The new dinosaur fossils, representing five different species from two rock sequences in north-eastern China, all have feathers or feather-like structures.

The new finds are ‘‘indisputably’’ older than archaeopteryx, the oldest known bird, and the scientists claim this provides exceptional evidence that birds evolved from dinosaurs.

The theory that birds evolved from dinosaurs has always been troubled by the absence of feathers more ancient than those on the famous archaeopteryx.

Addressing the annual meeting of the Society of Vertebrate Paleontologists in Bristol, Dr Xu Xing, one of the lead scientists behind the discovery, said: ‘‘These exceptional fossils provide us with evidence that has been missing until now. Now it all fits neatly into place and we have tied up some of the loose ends.’’

The oldest bird, archaeopteryx, was older than the feathered dinosaurs previously found. Therefore, critics claimed, feathered dinosaurs could not have been ancestral to birds.

But the new remains have confirmed that birds actually owe their ancestry to two-footed dinosaurs that lived millions of years ago.

The new feathered species were found in two separate rock formations – the tiaojishan, which would put the fossils at 168 to 151 million years old, and the daohugou formation, which would make them between 164 and 158 million years old.

Archaeopteryx lived 150 to 145 million years ago, so was significantly younger than these new dinosaurs, Dr Xing’s team said.

One of the dinosaurs, named anchiornis huxleyi, has extensive plumage and profusely feathered feet. Until now it was thought to be a primitive bird, but this opinion was based on an incomplete fossil.

The new, nearly complete specimen, which was discovered in Daxishan in China, gives a different picture, suggesting that anchiornis huxleyi is millions of years older than archaeopteryx and has both dinosaur and avian features. It is described as a dinosaur with long feathers covering its arms, tail and feet.

The plumage attachment is said to be especially important because it shows how bird-like dinosaurs developed skeletal and other features enabling them to have feathers.

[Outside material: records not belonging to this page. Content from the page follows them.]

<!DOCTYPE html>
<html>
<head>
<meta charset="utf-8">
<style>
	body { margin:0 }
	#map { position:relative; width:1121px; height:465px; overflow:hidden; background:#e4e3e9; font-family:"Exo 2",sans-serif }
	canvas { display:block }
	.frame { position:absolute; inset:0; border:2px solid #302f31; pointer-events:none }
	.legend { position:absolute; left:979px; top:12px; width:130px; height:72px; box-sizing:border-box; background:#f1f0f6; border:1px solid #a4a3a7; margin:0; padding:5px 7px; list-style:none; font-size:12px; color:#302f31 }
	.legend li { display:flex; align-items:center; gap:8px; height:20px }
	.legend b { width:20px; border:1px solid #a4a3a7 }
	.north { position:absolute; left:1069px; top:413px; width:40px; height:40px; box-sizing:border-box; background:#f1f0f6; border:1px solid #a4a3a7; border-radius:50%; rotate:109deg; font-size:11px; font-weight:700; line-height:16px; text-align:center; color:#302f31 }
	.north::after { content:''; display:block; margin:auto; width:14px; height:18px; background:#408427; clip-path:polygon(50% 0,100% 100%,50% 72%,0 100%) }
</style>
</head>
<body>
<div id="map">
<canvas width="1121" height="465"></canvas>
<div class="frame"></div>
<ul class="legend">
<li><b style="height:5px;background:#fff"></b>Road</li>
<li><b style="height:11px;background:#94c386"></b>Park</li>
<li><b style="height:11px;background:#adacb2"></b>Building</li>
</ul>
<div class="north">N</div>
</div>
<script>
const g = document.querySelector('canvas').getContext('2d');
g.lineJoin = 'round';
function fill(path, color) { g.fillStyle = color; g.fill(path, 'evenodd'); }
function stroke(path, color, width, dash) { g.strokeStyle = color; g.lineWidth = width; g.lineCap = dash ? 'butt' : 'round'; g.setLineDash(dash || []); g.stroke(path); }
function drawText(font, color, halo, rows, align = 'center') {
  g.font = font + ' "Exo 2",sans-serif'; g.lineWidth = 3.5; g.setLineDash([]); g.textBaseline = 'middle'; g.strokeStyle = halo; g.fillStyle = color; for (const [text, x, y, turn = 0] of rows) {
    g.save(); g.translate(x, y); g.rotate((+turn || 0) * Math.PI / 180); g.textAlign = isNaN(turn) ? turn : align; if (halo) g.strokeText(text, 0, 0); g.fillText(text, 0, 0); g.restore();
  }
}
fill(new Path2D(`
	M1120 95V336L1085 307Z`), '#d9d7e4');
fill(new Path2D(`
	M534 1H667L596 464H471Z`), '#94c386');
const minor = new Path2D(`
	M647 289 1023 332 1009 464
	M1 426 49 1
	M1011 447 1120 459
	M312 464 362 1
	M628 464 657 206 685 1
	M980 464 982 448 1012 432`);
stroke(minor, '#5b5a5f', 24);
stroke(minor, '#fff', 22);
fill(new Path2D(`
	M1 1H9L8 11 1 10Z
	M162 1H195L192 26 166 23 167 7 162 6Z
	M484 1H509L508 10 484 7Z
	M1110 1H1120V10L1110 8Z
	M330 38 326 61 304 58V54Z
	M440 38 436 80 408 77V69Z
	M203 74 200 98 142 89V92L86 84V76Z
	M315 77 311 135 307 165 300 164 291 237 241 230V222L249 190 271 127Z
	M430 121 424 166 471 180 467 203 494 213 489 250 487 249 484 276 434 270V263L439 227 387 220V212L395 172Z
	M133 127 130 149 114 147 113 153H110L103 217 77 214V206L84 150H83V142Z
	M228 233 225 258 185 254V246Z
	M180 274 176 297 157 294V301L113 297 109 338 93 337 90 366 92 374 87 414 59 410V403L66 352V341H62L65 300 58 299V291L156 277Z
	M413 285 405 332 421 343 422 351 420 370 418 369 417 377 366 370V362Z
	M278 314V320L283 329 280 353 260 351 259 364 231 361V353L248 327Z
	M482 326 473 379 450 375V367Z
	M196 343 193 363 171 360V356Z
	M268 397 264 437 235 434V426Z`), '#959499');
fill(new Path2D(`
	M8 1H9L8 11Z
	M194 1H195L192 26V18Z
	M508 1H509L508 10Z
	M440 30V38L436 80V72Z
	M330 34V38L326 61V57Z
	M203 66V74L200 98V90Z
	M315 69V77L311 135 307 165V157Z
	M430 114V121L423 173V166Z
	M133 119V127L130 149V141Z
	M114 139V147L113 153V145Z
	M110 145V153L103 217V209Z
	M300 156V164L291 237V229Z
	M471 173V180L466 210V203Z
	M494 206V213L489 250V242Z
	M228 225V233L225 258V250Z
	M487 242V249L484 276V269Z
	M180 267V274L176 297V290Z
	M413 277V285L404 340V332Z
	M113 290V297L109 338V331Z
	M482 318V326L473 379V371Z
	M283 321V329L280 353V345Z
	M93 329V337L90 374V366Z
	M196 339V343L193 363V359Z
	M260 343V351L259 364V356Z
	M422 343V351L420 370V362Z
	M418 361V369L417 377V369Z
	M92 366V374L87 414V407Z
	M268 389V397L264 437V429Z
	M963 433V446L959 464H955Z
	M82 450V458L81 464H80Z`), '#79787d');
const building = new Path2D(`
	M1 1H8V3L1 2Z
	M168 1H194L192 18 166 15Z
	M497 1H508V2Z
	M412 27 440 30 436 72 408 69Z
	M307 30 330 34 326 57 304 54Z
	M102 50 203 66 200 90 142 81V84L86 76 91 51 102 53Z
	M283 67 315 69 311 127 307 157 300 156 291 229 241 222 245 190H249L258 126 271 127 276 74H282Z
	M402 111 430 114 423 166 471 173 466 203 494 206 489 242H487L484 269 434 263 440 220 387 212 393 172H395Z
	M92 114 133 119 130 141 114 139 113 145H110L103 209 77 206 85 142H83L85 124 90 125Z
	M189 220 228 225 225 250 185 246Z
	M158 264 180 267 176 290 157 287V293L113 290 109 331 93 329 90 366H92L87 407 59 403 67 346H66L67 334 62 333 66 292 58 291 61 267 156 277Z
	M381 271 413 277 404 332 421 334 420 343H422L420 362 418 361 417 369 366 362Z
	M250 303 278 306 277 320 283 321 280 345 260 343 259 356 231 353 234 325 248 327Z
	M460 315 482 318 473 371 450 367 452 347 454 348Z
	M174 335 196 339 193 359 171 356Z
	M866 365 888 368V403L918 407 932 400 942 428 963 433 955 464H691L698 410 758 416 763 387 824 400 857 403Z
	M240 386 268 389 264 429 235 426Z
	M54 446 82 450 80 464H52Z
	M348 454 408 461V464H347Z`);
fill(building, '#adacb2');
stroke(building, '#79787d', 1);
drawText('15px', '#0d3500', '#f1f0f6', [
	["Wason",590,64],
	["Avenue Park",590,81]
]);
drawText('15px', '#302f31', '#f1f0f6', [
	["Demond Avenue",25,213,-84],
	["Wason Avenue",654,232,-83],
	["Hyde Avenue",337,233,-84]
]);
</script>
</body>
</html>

Dr Xing, of the Chinese Academy of Science in Beijing, said their work, which is also published in the journal Nature, had provided important new information on the origins of birds and the evolution of feathers.

He went on: “This fossil provides confirmation that the bird-dinosaur hypothesis is correct and supports the idea that birds descended from theropod dinosaurs, the group of predatory dinosaurs that include allosaurus and velociraptor.”

Previous efforts to prove the missing link between dinosaurs and birds have been less successful.

In 1999, a fossil which had the tail of a dinosaur and the feathered wings of a bird was hailed by National Geographic as “a true missing link in the complex chain that connects dinosaurs to birds”.

But the archaeoraptor was later confirmed to be a fake which had been cobbled together by gluing the front half of an ancient fish-eating bird called Yanornis on to the tail of a small carnivorous dinosaur belonging to a group known as the dromaeosaurs.